Published by the Students of Johns Hopkins since 1896
September 28, 2024

Science turned sweet with cupcake chemistry

By Amy Dusto | September 24, 2008

You've cleared away a spot on the kitchen counter and scrounged together bowls, spoons and a measuring cup. (You don't really need a mixer, right?) You're totally prepared to try that great new recipe from the News-Letter.

Too late, you realize you are out of eggs and the baking soda is spilled inside the fridge, missing everything except taco shells and ketchup. Your roommate passes by, shaking salt into his Easy-Mac, appearing perplexed. The shaker is empty.

Have your baking dreams already been whisked away? Not if you understand how your ingredients work. And that's all science.

The most important ingredient in baking is the leavening agent. A typical leavener uses a chemical reaction between an acid and a base that causes the batter to rise. In a recipe, this is usually baking powder or baking soda. What is the difference?

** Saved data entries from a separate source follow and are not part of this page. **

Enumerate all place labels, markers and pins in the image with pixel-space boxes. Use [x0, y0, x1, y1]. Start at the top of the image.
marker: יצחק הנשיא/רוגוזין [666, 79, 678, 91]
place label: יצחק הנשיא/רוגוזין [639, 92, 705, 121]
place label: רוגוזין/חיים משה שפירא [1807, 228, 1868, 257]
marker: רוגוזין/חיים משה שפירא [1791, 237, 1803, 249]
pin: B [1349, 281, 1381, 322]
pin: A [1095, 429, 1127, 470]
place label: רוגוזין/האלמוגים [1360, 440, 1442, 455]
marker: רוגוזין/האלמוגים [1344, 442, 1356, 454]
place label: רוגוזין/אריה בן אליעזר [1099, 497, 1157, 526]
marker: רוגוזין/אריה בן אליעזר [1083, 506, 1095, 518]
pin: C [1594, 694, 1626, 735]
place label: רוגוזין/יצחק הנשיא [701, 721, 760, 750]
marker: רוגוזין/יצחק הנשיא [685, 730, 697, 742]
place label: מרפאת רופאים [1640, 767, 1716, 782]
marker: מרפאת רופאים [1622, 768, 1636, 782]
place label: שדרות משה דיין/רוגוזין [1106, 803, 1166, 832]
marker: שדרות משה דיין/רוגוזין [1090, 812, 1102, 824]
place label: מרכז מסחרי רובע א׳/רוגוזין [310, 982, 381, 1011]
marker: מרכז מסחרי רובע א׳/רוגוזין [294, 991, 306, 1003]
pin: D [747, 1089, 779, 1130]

Baking soda, or sodium bicarbonate, is simply a base. It is used to neutralize other acidic ingredients, such as vinegar, brown sugar or honey. Baking soda releases bubbles of carbon dioxide when mixed into the moist batter. These bubbles cause the batter to rise.

Baking powder, on the other hand, is a dry mixture containing baking soda, some acid salts and cornstarch. The baking soda reacts with the acid salts in the powder, in addition to any other acidic ingredients, only when the mixture is moistened. To prevent the reaction from occuring before it is added, baking powder includes cornstarch as a drying agent.

Hold on - baking powder already contains baking soda? Then why would a recipe call for both ingredients?

In this case, baking powder is doing most of the leavening of the batter, while the baking soda is present to neutralize the rest of the acids. By itself, baking soda produces the strong base sodium carbonate along with carbon dioxide, which causes the entire mixture to be slightly too basic and can result in a stomachache for whoever eats the baked goods.

Even though baking soda is about four times as strong as baking powder, the production of this extra base means it is less efficient at making carbon dioxide and therefore at leavening the batter.

Double-acting baking powder reacts in two stages - when moistened and when heated. This lets the batter start to react when mixed in the bowl and to rise further while baking in the oven. Most powder on the shelves today is double-acting.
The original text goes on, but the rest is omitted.